Sunday, August 29

Take A Bite: Part One

Nutrition and fine dining was to me as a youngster what dental hygiene is to a British citizen. Although I was introduced to authentic Turkish as a child the days and nights of home cooked food faded into the distance the more distant my mother and father became with each other and the families they'd abandoned and been abandoned by. Back in the 1980's fast food was still an emerging culture in Australia, up until that point it had been a very bland culture as far as cuisine was concerned then the Asians came from all corners of the Pacific and Mainland and brought their flavours along with the Greeks and Italians. McDonald's was cheap and easy but fast food wasn't the real thing unless it was cooked by people from a foreign land. To this day Australians has integrated into its culture the basic premise that food must remain real no matter how fast, cheap or bad it is. So, even though my parents had become distant to their own cultures they did embrace the changing world around them, and then something bad happened to my mother and step father and we were suddenly broke. Poor and living in the ghetto neighbourhoods of Western Sydney we survived by what little was brought into the kitchen thanks to welfare, then they were caught by the authorities for welfare fraud and suddenly we became even poorer. For whatever reason my mother refused to find a job and keep it and my step father did the same. As abusive and terrible as my father was he eventually became the better option between the only two I had.

Spending weekends with him was always a treat; he would work at a kebab shop in the city CBD and I would wander the city at my own pleasure just as long as I checked back in with him every hour or so - the greatest paradox about my father was that he cared enough for me not to get hurt unless it came at his own drunken hands. But that was just fine with me since I got to eat whatever I wanted, whenever I wanted. He of course introduced me to fast-style Turkish food along peanuts, improvised stews and salads. Until I began living with him I didn't truly know what an olive was or how much better salt makes food taste. Strong cups of Turkish tea found its way into my hands every morning and so did the occasional glass of carbonated radish juice, yogurt drink and beer. Then as I became a troubled teen who was too much for him to handle he began to neglect my nutrition and instead feed me KFC day in, day out. It would be years later before I would realise that all the excess weight I gained during those years was due to the increasingly poor diet; I went from a slender good looking athletic type to a very fat and unattractive young man. As charming as I was I couldn't get a girlfriend for years because of it.

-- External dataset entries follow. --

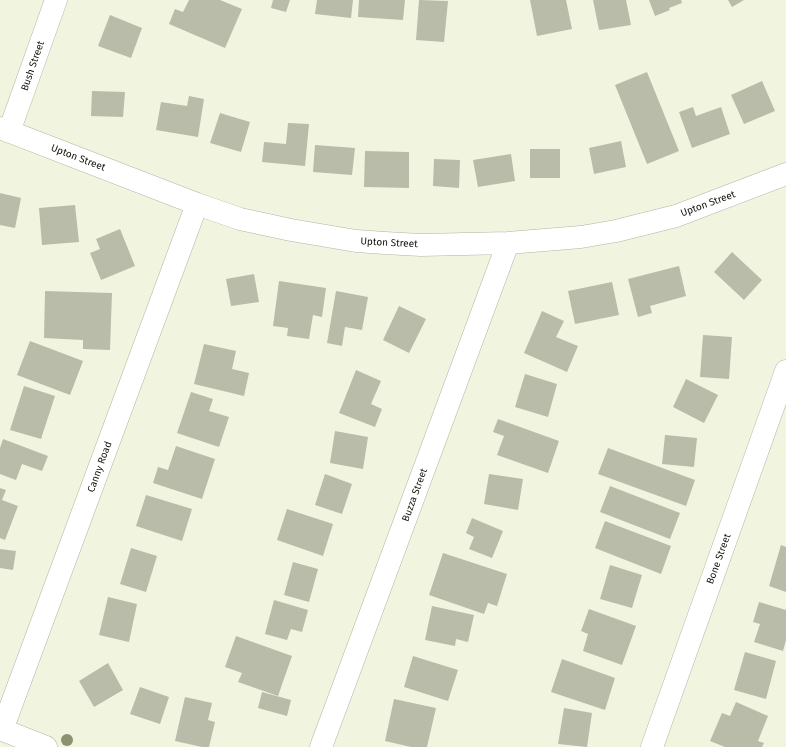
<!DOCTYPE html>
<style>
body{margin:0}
canvas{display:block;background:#f1f5e0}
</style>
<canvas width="786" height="747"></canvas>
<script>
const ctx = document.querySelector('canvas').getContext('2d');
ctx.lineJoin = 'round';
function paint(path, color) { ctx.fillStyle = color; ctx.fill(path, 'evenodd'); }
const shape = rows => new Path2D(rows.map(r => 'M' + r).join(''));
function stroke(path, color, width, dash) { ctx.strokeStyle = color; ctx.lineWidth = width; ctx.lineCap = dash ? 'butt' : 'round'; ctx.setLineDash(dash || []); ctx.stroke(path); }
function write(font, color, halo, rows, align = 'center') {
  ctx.font = font + ' "Fira Sans",sans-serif'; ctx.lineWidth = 3; ctx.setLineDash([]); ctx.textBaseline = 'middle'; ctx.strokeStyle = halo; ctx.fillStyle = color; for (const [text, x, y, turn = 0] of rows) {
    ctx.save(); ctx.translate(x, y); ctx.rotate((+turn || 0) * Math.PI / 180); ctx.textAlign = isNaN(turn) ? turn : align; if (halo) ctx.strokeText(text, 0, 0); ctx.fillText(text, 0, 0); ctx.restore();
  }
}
paint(shape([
 [189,0,220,0,242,9,225,48,169,24,175,9,183,12],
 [273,0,290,0,286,12,271,8],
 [317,0,353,0,351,18,315,14],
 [359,0,405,0,403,20,358,17],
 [419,0,448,1,444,42,416,40],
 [530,0,566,0,572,29,537,36],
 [593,0,626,0,631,25,599,30],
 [649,0,681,0,682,3,669,8,670,10,655,16],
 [728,0,744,0,732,7],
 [110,15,142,28,131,58,98,46],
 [647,72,679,151,647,164,615,85],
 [762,81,775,111,744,124,731,95],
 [92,91,125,92,123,117,91,116],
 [189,96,204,99,198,137,156,130,161,102,187,106],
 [693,107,696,116,721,107,730,134,692,148,679,112],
 [220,113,250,122,241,152,210,143],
 [288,123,309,124,305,166,262,162,264,142,286,144],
 [621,141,626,167,594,174,589,148],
 [315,145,355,148,352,175,313,172],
 [530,149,560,149,560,178,530,178],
 [365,151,409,152,409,188,364,187],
 [511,154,515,181,478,187,473,160],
 [434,159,460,160,459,188,433,186],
 [0,193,21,198,15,228,0,225],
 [75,205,79,242,42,245,39,208],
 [120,229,135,266,101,280,90,253,100,249,96,239],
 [732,252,762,280,744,300,714,272],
 [679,266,686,296,650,306,652,313,638,317,628,279],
 [254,274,259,302,231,306,226,279],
 [279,281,326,288,322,317,313,315,309,339,287,336,288,328,273,326],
 [612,282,619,315,575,324,568,291],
 [45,291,112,293,110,350,83,349,83,340,44,338],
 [336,291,368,297,362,330,345,327,342,346,327,343],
 [399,306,426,319,409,353,383,340],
 [542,311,564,321,556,337,578,346,567,372,524,353],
 [703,335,732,337,729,379,700,377],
 [30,341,83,361,70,395,17,375],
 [204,344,236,351,232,369,249,373,244,396,194,384],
 [356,370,381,381,371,404,382,409,375,427,339,413],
 [525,374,557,384,548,417,515,407],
 [686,379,718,395,704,423,673,407],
 [24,386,55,396,41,439,10,430],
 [191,392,213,399,209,411,229,417,219,447,177,433],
 [498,419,559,441,548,473,497,455,504,436,493,432],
 [335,431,368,437,363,469,330,463],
 [665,435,697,438,694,467,662,464],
 [3,439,48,456,42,471,22,464,16,480,0,474,0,448],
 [176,446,215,459,202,499,153,483,158,467,168,470],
 [608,448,695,480,686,506,598,474],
 [325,474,352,484,342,514,315,505],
 [489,474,523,479,518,510,484,504],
 [610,486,680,513,670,539,600,512],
 [0,488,6,490,2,500,18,506,5,540,0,538],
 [146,495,192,509,182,541,136,526],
 [287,509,333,524,323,556,277,540],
 [472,518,503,531,492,558,469,549,474,537,466,533],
 [605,521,671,546,661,574,595,548],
 [781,545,786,547,786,592,769,586],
 [131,548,157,556,146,592,120,584],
 [0,549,16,551,13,570,0,568],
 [443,553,507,574,497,606,488,603,484,614,429,595],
 [293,562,318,569,309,602,284,595],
 [610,565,642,575,632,608,600,599],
 [108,597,137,604,129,642,99,635],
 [274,600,308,610,302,632,291,629,287,640,265,634],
 [759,602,786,610,786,640,783,651,754,642,760,624,753,622],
 [432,606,474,615,468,642,456,639,455,646,425,640],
 [589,609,636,626,622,665,583,651,588,634,581,631],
 [236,636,292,656,278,696,238,682,242,673,225,667],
 [745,652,776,661,766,699,734,690],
 [413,656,458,670,448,701,404,687],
 [562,659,615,678,605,710,551,692],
 [108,663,123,690,94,707,79,681],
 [140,687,169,697,160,724,130,714],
 [262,692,291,700,287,716,258,708],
 [185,697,212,703,208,720,215,722,209,747,202,747,175,741],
 [394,699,436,708,427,747,411,747,385,741],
 [736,702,768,716,758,741,764,743,762,747,725,747,710,741,722,713,730,716],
 [564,708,592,713,587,747,558,744]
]), '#b8bca8');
const minor = shape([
 [0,128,197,204,240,219,291,230,356,241,385,243,421,245,508,243,581,237,616,231,676,216,786,174],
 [9,132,56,0],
 [0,729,46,747],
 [2,730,197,204],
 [321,747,508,243],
 [652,747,786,371]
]);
stroke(minor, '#b1b5a1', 23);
stroke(minor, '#fff', 22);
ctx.fillStyle = '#8c9170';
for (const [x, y] of [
 [67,740]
]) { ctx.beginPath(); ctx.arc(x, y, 6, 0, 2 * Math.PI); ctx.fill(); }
write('10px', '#11120b', '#fff', [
 ["Bush Street",33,66,-71],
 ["Upton Street",78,158,21],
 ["Upton Street",708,204,-20],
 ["Upton Street",389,243,3],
 ["Canny Road",100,467,-70],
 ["Buzza Street",415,495,-70],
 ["Bone Street",719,559,-70]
]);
</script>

Years! Once I realised exactly what the problem was I took on every challenge I could to better myself with the staple of life; long before I truly understood the science behind flavours, textures, mixes and temperatures I managed to educate my palette until I had my very own language when it came to cooking and eating.

To be continued...

6 valid opinions:

Terra Shield said...

Now carbonated radish juice... quite a curiosity, I must say.

Chandi said...

Radish juice and yogurt drink? Don't you even think about it. Those things will not pass through these lips. EVAH!

Orhan Kahn said...

@Anu: You're damn straight. I refused to drink it for a very long time. Then one day in the middle of summer I was thirsty and it was there on the table during a BBQ and I drank some. Tastes real nice with BBQ'd meat, awful without.

@Chandi: You've said that about alot of things, miss thing! Radish juice I understand but you must try the yogurt drink, it will blow your mind...or you will blow chunks. Win, win. Amirite?

secret agent woman said...

Radish juice.

But with the KFC phase you are describing the typical American child's diet. Hence the rapidly rising incidence of childhood diabetes and other obesity-inked diseases. Occasional fast food is fine, but I prefer feeding mine healthy food.

Robert the Skeptic said...

Damn you are taking me back to my formative years when my mother's idea of cooking was opening a can of something and heating it in a pan. We ate a lot of cupcakes, doughnuts and snack cakes - essentially, we ate crap.

It wasn't until I went away to college that I knew that vegetables could be crisp and snappy and tasty instead of slimy and salty.

My friend Will says we can thank the Hippies for returning fresh wholesome foods to our diet. He may be right.

Orhan Kahn said...

@CS: I really don't find myself enjoying junk like KFC nearly as much as I used to, I find it either too salty or too fatty. Then again, I guess its what you define as fast food; while we have all the normal food joints like KFC here its the countless sushi vendors, Indian stalls and Mediterranean places that keep me coming back for more.

@Robert: I can see how someone would say that about hippies but I like to think chefs and cooks live in a world of their own. No one culture has pushed forward food as a whole and the more we mix the more it becomes its own culture pioneered by flavour, texture, smell and sight.